Salesians have been providing basic needs like food, shelter and medical care. They are also ensuring education for youth and language courses for adults, so that they can become as self-sufficient as possible and find work to support themselves.
The psychological needs of refugees have not been overlooked. For youth, Salesians have tried to offer times of joy and peace and a sense of normalcy. For 47 orphans rescued from Lviv who were scattered among various homes, Salesians gathered them all during Christmas break to take them on a ski vacation and to enjoy time together.
Salesian missionaries with St. Vincent de Paul Parish are operating the Don Bosco Gumbo camp for internally displaced persons in Juba, South Sudan*. The camp, established in January 2014 after the outbreak of the civil war in December 2013, currently hosts 10,000 people, most of whom are women, children and the elderly.
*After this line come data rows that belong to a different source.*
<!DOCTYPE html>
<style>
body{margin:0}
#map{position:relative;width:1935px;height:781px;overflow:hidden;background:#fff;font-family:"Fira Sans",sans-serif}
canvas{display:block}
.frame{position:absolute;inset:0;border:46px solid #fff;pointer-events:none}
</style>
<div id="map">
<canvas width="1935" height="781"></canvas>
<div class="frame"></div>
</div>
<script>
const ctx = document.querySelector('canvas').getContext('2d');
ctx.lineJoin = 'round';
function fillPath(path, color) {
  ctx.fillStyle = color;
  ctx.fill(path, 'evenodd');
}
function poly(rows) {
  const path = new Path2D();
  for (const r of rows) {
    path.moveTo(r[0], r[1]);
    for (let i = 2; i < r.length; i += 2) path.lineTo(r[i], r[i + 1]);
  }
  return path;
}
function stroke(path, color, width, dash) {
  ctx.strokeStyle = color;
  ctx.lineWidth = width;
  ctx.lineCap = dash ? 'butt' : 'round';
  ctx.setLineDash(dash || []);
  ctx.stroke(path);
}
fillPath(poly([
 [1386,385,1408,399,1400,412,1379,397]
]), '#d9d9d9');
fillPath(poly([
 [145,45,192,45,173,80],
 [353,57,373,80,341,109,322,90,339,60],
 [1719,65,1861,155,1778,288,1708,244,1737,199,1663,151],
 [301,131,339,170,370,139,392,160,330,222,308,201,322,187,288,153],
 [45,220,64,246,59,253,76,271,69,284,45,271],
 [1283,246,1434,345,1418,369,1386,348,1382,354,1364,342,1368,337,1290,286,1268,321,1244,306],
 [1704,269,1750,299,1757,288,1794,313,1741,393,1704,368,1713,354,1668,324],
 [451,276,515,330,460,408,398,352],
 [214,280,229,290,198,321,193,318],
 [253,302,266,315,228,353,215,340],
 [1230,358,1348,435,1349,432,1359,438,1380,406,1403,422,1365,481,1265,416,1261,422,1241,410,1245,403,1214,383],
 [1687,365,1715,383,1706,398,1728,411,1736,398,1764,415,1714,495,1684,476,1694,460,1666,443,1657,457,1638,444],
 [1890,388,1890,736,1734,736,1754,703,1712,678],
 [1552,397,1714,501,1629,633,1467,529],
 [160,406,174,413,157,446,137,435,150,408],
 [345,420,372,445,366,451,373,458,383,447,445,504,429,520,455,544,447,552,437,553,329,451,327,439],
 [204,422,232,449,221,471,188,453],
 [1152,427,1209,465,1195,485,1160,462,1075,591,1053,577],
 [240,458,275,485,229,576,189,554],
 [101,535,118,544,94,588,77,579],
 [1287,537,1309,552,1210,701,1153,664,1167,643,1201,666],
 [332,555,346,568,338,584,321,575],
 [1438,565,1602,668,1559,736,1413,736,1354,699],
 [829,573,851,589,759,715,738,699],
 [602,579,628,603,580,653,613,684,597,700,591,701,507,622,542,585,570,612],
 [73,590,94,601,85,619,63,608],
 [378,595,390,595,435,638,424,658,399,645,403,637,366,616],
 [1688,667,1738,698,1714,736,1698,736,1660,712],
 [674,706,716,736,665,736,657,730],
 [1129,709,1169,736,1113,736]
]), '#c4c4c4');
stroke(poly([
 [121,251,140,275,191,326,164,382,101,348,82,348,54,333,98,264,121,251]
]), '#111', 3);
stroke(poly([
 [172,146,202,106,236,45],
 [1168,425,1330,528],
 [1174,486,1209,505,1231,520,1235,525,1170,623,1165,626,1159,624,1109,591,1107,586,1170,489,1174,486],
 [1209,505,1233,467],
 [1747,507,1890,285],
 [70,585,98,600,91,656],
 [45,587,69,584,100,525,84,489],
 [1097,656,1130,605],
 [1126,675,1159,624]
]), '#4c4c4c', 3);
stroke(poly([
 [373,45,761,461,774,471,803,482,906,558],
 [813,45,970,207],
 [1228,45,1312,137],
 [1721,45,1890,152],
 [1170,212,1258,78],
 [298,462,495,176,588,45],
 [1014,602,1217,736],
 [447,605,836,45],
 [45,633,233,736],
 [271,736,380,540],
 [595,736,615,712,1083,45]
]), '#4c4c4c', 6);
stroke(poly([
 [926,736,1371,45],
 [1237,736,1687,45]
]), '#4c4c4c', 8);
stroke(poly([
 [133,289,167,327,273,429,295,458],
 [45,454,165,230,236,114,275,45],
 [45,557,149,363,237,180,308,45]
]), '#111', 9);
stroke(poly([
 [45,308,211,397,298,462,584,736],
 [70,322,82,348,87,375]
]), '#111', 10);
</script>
Salesians provide shelter, food, education, medical care and other basic needs.
In addition to the camp, Don Bosco Gumbo provides education for more than 4,000 children and older youth in its schools. There are two kindergartens, two primary-middle schools, an accelerated elementary school, a secondary school, and vocational training center which offers courses in electricity, mechanics, stoneworks-masonry, solar panel technician skills, welding and computer studies. More than 700 older youth gain skills for later employment through this training.
During the COVID-19 pandemic, most of people living in nearby villages had little or no access to face masks, hand sanitizers, and immunization. They also had little information about the spread of COVID-19, leaving the population at risk. Salesians worked to create awareness and provide information to create healthy practices to fight the disease.
*Any goods, services, or funds provided by Salesian Missions to programs located in these countries were administered in compliance with applicable laws and regulations, including sanctions administered by the U.S. Department of Treasury’s Office of Foreign Asset Control.